Collected data -
____

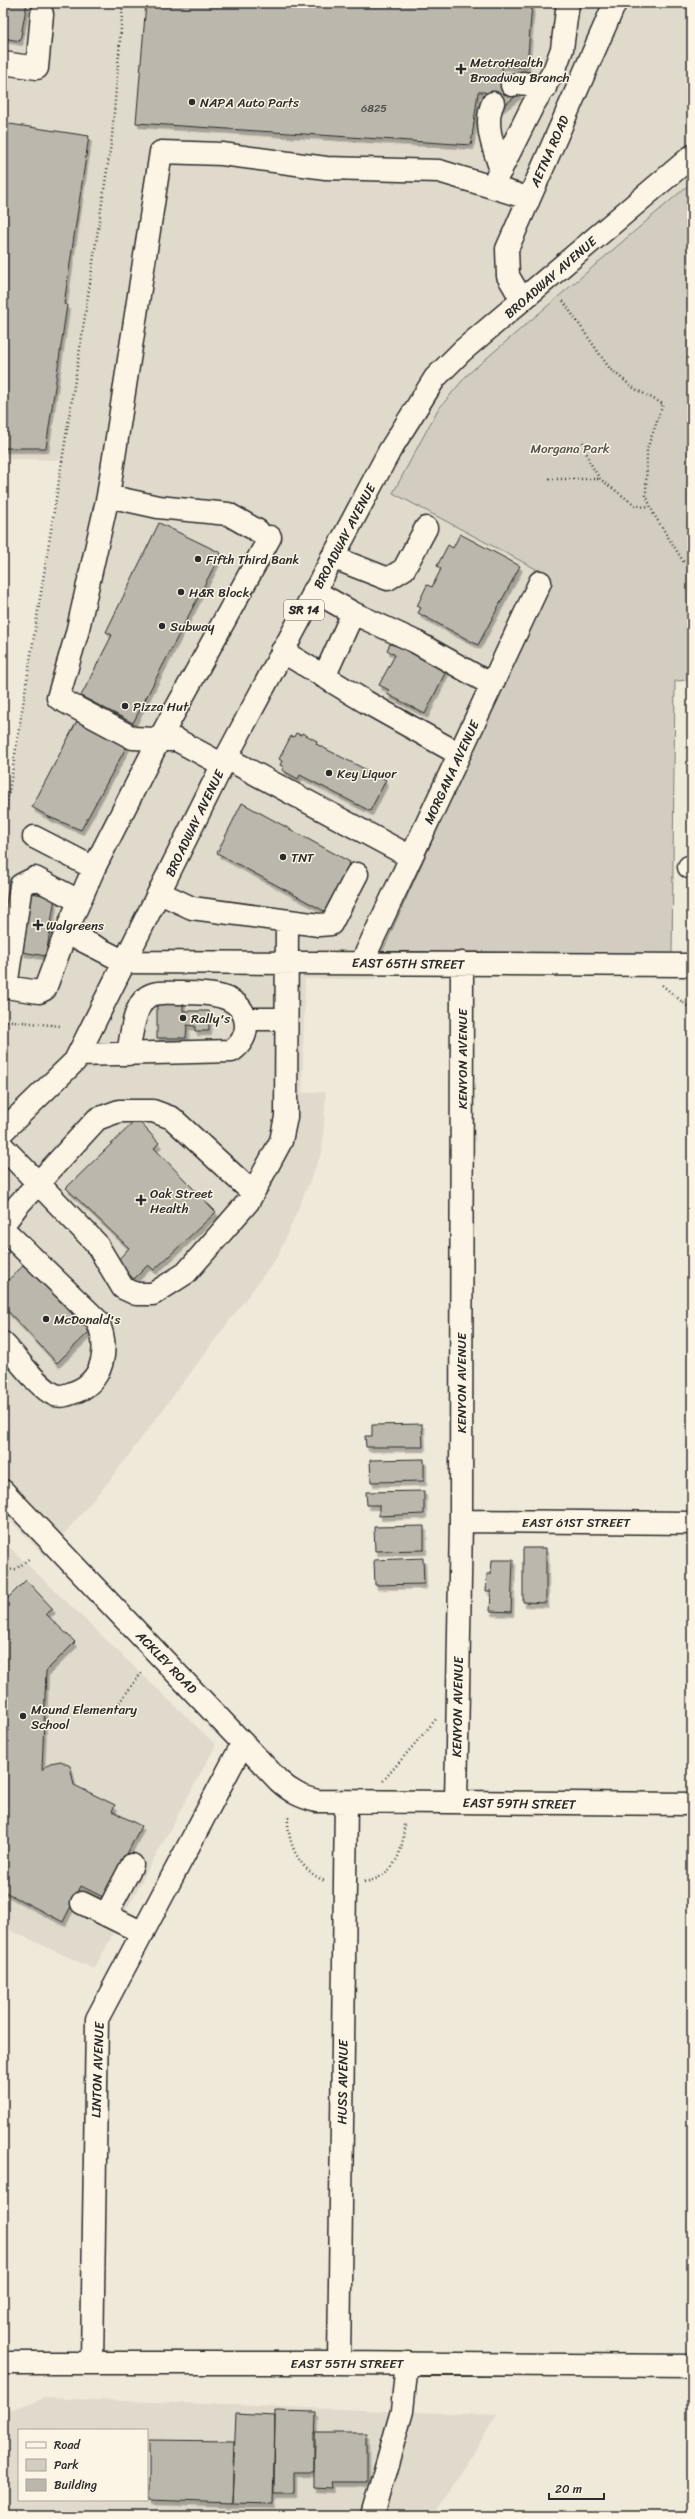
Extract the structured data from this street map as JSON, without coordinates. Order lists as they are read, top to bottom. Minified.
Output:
{"streets":{"street":["AETNA ROAD","BROADWAY AVENUE","SR 14","MORGANA AVENUE","EAST 65TH STREET","KENYON AVENUE","EAST 61ST STREET","ACKLEY ROAD","EAST 59TH STREET","LINTON AVENUE","HUSS AVENUE","EAST 55TH STREET"]},"crossings":[["AETNA ROAD","BROADWAY AVENUE"],["BROADWAY AVENUE","EAST 65TH STREET"],["MORGANA AVENUE","EAST 65TH STREET"],["EAST 65TH STREET","KENYON AVENUE"],["KENYON AVENUE","EAST 61ST STREET"],["KENYON AVENUE","EAST 59TH STREET"],["ACKLEY ROAD","EAST 59TH STREET"],["ACKLEY ROAD","LINTON AVENUE"],["ACKLEY ROAD","HUSS AVENUE"],["EAST 59TH STREET","HUSS AVENUE"],["LINTON AVENUE","EAST 55TH STREET"],["HUSS AVENUE","EAST 55TH STREET"]],"parks":["Morgana Park"],"places":{"health":["MetroHealth Broadway Branch","Walgreens","Oak Street Health"],"other":["NAPA Auto Parts","Fifth Third Bank","H&R Block","Subway","Pizza Hut","Key Liquor","TNT","Rally's","McDonald's","Mound Elementary School"]},"house_numbers":["6825"],"legend":["Road","Park","Building"],"scale_bar":"20 m"}
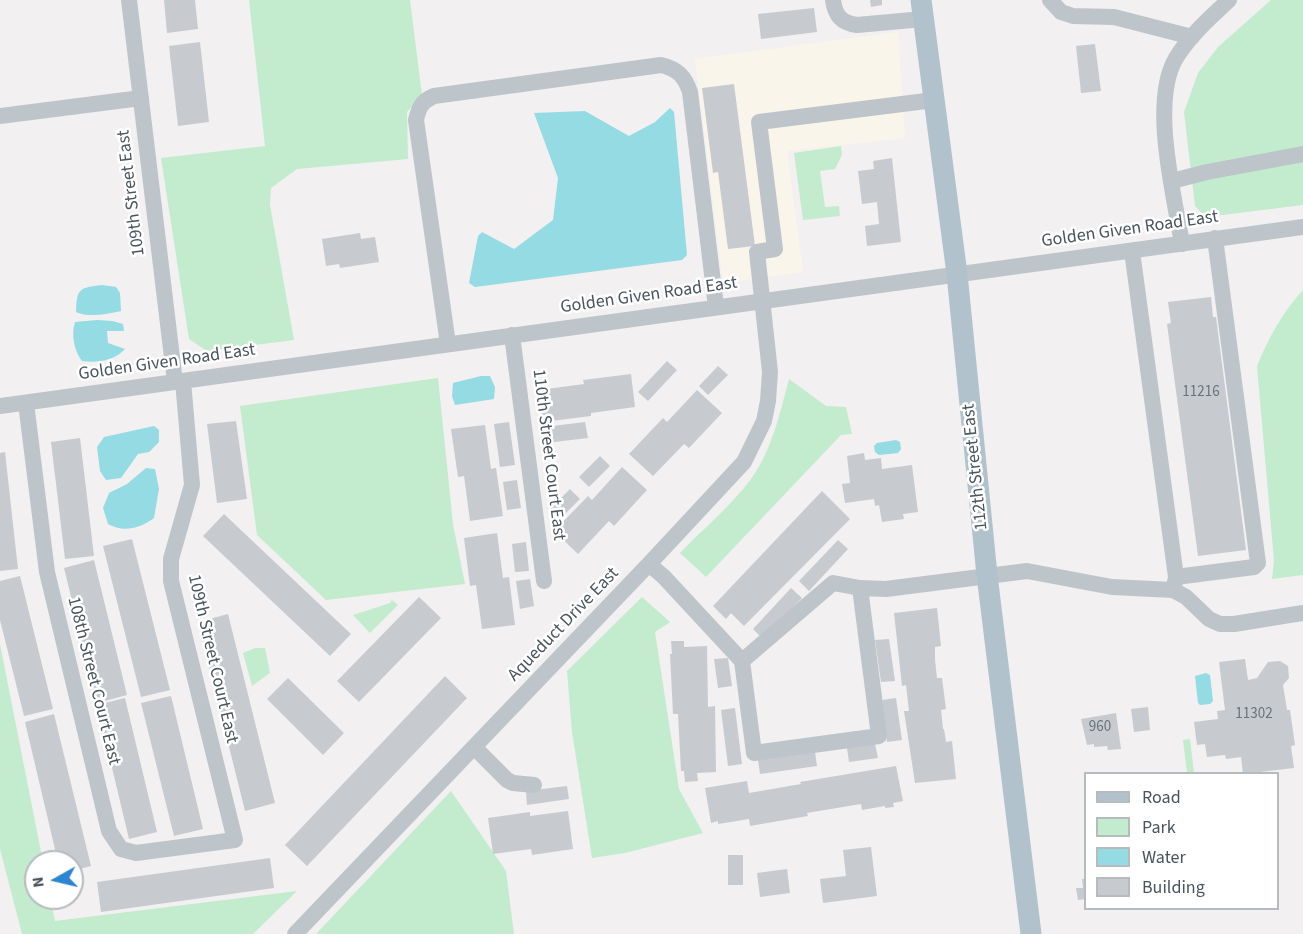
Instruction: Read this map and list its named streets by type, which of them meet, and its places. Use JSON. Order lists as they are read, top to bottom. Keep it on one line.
{"streets":{"main road":["112th Street East"],"street":["109th Street East","Golden Given Road East","110th Street Court East","Aqueduct Drive East","109th Street Court East","108th Street Court East"]},"crossings":[["109th Street East","Golden Given Road East"],["109th Street East","109th Street Court East"],["Golden Given Road East","110th Street Court East"],["Golden Given Road East","112th Street East"],["Golden Given Road East","Aqueduct Drive East"],["Golden Given Road East","109th Street Court East"],["Golden Given Road East","108th Street Court East"],["112th Street East","Aqueduct Drive East"],["109th Street Court East","108th Street Court East"]],"house_numbers":["11216","11302","960"],"legend":["Road","Park","Water","Building"],"north":"left"}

____

Please return the entries above exactly as they appear, but without the pictures.

Extract the structured data from this street map as JSON, without coordinates. Order lists as they are read, top to bottom. Minified.
Output:
{"streets":{"street":["AETNA ROAD","BROADWAY AVENUE","SR 14","MORGANA AVENUE","EAST 65TH STREET","KENYON AVENUE","EAST 61ST STREET","ACKLEY ROAD","EAST 59TH STREET","LINTON AVENUE","HUSS AVENUE","EAST 55TH STREET"]},"crossings":[["AETNA ROAD","BROADWAY AVENUE"],["BROADWAY AVENUE","EAST 65TH STREET"],["MORGANA AVENUE","EAST 65TH STREET"],["EAST 65TH STREET","KENYON AVENUE"],["KENYON AVENUE","EAST 61ST STREET"],["KENYON AVENUE","EAST 59TH STREET"],["ACKLEY ROAD","EAST 59TH STREET"],["ACKLEY ROAD","LINTON AVENUE"],["ACKLEY ROAD","HUSS AVENUE"],["EAST 59TH STREET","HUSS AVENUE"],["LINTON AVENUE","EAST 55TH STREET"],["HUSS AVENUE","EAST 55TH STREET"]],"parks":["Morgana Park"],"places":{"health":["MetroHealth Broadway Branch","Walgreens","Oak Street Health"],"other":["NAPA Auto Parts","Fifth Third Bank","H&R Block","Subway","Pizza Hut","Key Liquor","TNT","Rally's","McDonald's","Mound Elementary School"]},"house_numbers":["6825"],"legend":["Road","Park","Building"],"scale_bar":"20 m"}
Instruction: Read this map and list its named streets by type, which of them meet, and its places. Use JSON. Order lists as they are read, top to bottom. Keep it on one line.
{"streets":{"main road":["112th Street East"],"street":["109th Street East","Golden Given Road East","110th Street Court East","Aqueduct Drive East","109th Street Court East","108th Street Court East"]},"crossings":[["109th Street East","Golden Given Road East"],["109th Street East","109th Street Court East"],["Golden Given Road East","110th Street Court East"],["Golden Given Road East","112th Street East"],["Golden Given Road East","Aqueduct Drive East"],["Golden Given Road East","109th Street Court East"],["Golden Given Road East","108th Street Court East"],["112th Street East","Aqueduct Drive East"],["109th Street Court East","108th Street Court East"]],"house_numbers":["11216","11302","960"],"legend":["Road","Park","Water","Building"],"north":"left"}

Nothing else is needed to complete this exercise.